A New Yorker review of The Econ­omy of Pres­tige, a book by James Eng­lish where he argues that “the threat of scan­dal” is essen­tial to the via­bilty of a lit­er­ary award, and that it is “at least as impor­tant that the prize go to the wrong per­son as that it go to the right one.” That explains Banville. (sorry Lavanya).

When the first Nobel Prize in Lit­er­a­ture went to Sully Prud­homme, in 1901, the choice was regarded as a scan­dal, since Leo Tol­stoy hap­pened to be alive. The Swedish Acad­emy was so unnerved by the pub­lic crit­i­cism it received that its mem­bers made a point of pass­ing over Tol­stoy for the rest of his life—just to show, appar­ently, that they knew what they were doing the first time around—honoring instead such immor­tals as Bjørn­st­jerne Bjørn­son, José Echegaray, Hen­ryk Sienkiewicz, Gio­suè Car­ducci, Rudolf Eucken, and Selma Lagerlöf.

Eng­lish says that for prizes to “mat­ter” they need to be thought of as “fun­da­men­tally scan­dalous” by the pub­lic — scan­dalous in the sense that art should really have noth­ing to do with win­ning or losing.
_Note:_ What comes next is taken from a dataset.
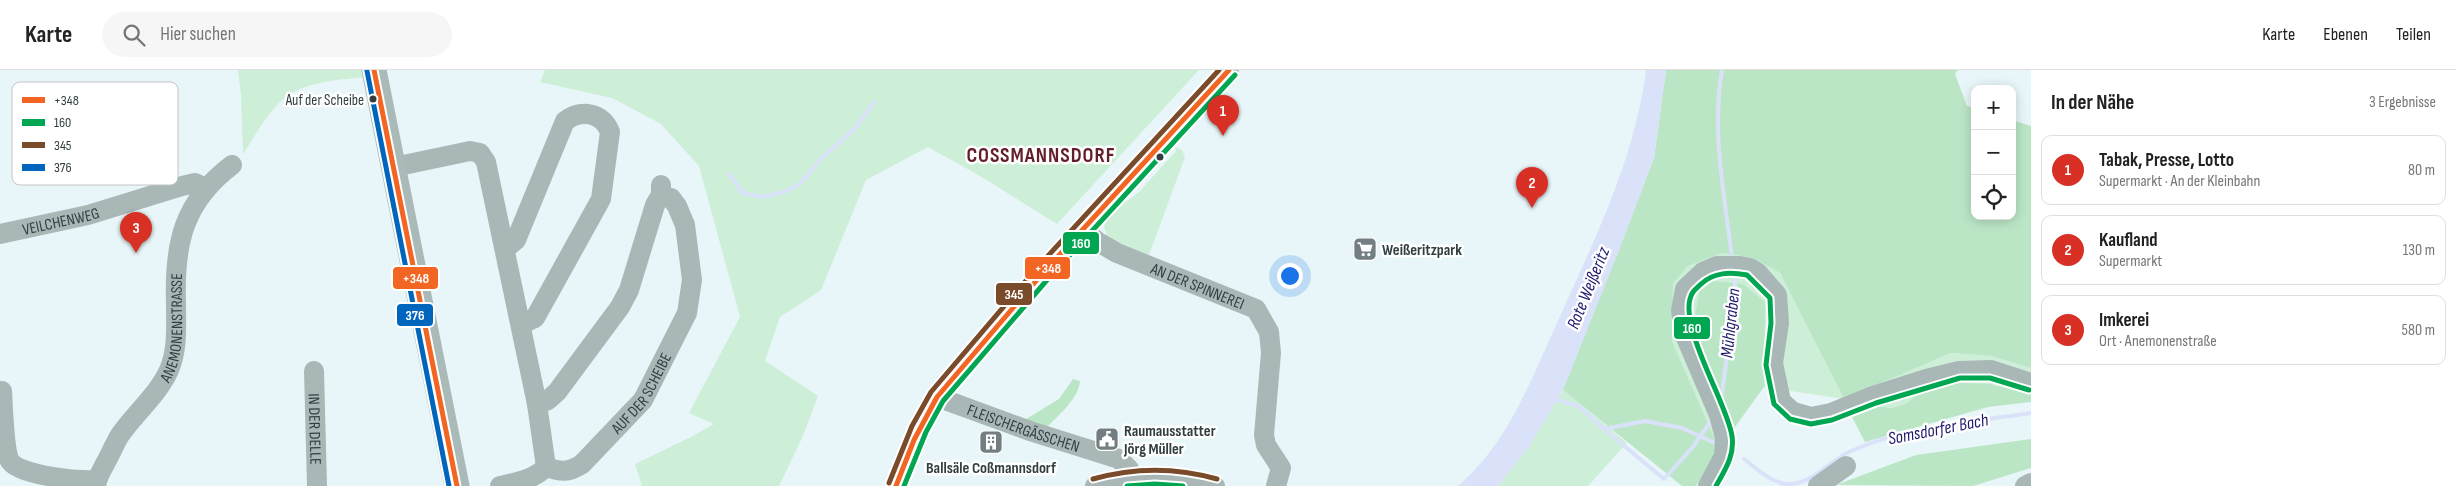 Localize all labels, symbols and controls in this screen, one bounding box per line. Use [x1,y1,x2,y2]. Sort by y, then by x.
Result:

In English’s view, there­fore, [Toni] Morrison’s friends and admir­ers vio­lated the pro­to­cols of prize-bashing not because they pub­licly crit­i­cized the choice of the National Book Award judges but because they acknowl­edged that the award really mat­ters, that it is (in their words) a “key­stone honor” that helps to val­i­date a book and estab­lish its author. Their state­ment pointed out, in the frank­est terms, that there is a lit­er­ary mar­ket­place, and that power and authority–“cultural cap­i­tal,” to use the term that Eng­lish bor­rows from the soci­ol­o­gist Pierre Bourdieu–accrue to those who suc­ceed in it. Art does not receive its reward in Heaven; it is one of the things that belong to Caesar.

Eng­lish spec­u­lates that this will­ing­ness to speak with­out embar­rass­ment about the sig­nif­i­cance of prizes and awards, and about the whole econ­omy of cul­tural pro­duc­tion and con­sump­tion, may, para­dox­i­cally, sig­nal the demise of the prize system.

The book also sounds a hope­ful note for wannabe creators:

There are now more movie awards given out every year–about nine thousand–than there are new movies, and the num­ber of lit­er­ary prizes is climb­ing much faster than the num­ber of books published.